_Try it_
Across the entries below, tally every line that holds the word "Пантелеймона". Give only the tally.

Records for the task: Begin

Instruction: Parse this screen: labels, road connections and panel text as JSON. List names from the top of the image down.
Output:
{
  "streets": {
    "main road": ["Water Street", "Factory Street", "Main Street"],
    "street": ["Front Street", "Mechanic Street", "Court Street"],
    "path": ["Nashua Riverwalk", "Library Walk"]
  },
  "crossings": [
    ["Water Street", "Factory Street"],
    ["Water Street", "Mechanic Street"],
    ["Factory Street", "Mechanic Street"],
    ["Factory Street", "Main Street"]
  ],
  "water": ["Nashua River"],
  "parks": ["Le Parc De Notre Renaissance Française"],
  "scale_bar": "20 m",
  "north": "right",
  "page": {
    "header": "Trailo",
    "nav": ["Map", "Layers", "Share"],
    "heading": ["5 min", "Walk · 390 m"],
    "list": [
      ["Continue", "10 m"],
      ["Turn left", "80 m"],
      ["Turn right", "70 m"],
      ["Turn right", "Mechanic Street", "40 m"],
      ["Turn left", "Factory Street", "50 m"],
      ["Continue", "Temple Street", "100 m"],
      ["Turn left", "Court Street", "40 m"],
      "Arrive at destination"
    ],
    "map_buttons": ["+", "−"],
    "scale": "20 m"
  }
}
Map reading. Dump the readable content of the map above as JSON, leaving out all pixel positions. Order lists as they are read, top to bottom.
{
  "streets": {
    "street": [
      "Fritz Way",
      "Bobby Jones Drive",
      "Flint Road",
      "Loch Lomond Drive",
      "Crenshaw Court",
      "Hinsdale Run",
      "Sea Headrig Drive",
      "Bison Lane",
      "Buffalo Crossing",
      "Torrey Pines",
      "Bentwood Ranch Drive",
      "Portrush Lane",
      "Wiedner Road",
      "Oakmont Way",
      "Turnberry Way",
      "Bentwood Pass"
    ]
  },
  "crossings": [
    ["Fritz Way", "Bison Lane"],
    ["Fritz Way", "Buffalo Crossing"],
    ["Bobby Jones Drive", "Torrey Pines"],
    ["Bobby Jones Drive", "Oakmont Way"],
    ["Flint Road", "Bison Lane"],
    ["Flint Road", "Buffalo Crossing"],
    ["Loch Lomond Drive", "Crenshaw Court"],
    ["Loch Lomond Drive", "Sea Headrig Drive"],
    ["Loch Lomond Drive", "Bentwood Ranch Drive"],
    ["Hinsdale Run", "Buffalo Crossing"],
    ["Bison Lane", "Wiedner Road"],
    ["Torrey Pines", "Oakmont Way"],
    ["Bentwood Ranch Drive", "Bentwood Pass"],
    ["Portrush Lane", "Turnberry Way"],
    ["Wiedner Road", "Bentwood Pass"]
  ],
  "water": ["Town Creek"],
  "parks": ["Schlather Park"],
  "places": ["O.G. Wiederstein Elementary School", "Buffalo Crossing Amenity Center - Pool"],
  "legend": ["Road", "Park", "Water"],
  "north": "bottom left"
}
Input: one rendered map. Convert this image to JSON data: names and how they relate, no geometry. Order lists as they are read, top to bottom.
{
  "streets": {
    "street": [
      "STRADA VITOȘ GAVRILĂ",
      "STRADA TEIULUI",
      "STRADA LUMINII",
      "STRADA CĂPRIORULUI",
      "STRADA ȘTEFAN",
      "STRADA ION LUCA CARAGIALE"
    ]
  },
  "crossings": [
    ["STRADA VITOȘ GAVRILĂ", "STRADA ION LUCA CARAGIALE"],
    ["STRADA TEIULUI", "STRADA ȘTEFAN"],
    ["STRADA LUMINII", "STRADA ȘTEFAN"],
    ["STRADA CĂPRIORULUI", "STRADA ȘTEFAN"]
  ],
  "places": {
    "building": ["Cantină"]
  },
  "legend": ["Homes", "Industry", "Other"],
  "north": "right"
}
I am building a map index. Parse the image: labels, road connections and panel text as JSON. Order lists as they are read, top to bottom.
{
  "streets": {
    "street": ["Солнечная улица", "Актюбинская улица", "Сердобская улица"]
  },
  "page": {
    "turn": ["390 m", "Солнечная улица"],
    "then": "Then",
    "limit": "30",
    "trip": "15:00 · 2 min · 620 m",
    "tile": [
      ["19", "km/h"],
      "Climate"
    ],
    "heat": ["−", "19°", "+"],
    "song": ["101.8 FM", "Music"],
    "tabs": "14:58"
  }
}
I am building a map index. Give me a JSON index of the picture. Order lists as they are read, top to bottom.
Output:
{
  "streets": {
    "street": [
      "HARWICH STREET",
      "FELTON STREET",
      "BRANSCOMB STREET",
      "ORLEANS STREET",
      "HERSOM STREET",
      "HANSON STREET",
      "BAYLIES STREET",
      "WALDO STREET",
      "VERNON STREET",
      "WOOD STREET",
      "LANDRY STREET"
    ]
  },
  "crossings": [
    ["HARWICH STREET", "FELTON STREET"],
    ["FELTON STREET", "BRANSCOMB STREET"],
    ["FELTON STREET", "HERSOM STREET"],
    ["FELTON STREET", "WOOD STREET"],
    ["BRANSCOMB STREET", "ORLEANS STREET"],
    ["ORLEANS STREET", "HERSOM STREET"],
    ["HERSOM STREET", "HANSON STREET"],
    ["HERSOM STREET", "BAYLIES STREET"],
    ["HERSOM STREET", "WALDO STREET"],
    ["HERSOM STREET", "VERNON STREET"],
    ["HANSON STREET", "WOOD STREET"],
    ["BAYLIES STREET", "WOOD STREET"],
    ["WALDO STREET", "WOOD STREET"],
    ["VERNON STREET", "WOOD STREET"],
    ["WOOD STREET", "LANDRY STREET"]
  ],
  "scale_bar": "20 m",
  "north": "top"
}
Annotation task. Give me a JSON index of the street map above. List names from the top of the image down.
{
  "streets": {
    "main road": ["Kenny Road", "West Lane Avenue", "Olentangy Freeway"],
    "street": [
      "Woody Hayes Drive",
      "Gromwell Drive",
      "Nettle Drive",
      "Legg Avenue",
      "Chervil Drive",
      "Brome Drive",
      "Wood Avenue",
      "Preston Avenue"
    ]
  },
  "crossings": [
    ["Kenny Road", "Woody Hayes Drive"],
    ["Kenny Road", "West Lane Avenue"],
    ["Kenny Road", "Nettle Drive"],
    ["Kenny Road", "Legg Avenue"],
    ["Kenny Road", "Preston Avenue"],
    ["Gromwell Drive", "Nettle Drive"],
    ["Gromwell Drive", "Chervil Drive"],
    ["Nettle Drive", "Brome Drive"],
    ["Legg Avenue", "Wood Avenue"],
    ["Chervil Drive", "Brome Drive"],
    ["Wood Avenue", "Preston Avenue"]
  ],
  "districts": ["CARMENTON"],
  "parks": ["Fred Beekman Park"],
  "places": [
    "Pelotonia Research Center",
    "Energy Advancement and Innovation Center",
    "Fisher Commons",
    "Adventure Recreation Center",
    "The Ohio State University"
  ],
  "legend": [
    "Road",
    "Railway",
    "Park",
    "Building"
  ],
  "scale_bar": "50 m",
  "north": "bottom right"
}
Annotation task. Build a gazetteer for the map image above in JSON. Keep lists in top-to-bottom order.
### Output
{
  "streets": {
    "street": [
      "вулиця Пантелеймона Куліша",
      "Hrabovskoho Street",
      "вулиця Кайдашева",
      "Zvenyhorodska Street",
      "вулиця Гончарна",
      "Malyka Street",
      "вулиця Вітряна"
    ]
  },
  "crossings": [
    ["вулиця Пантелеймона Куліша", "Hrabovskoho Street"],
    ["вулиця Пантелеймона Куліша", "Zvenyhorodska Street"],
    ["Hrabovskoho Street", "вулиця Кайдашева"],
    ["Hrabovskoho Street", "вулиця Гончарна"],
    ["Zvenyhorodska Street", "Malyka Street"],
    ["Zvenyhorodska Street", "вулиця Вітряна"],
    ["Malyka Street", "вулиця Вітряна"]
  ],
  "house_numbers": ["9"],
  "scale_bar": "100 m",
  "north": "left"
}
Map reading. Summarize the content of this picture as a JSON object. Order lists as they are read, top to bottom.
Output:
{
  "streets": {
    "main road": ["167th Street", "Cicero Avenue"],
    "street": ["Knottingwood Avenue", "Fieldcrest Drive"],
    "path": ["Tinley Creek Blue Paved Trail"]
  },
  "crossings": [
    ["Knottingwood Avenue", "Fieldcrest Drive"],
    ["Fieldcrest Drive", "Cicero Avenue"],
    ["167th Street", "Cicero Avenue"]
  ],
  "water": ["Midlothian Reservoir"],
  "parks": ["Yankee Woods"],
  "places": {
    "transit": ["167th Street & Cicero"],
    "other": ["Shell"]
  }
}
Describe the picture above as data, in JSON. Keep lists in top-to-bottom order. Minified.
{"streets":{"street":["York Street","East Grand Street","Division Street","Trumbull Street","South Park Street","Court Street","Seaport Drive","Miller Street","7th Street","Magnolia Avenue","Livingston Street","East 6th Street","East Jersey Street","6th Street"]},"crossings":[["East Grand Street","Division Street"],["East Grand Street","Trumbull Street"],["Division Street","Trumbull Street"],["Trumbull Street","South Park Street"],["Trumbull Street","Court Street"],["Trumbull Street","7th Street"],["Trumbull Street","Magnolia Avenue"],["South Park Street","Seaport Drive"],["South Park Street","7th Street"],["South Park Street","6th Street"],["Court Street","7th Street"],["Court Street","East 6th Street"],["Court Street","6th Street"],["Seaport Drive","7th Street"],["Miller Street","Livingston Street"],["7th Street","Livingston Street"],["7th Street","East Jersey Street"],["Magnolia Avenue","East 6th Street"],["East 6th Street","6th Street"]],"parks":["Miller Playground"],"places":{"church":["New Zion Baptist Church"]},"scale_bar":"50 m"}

Records for the task: End

_Written solution_
3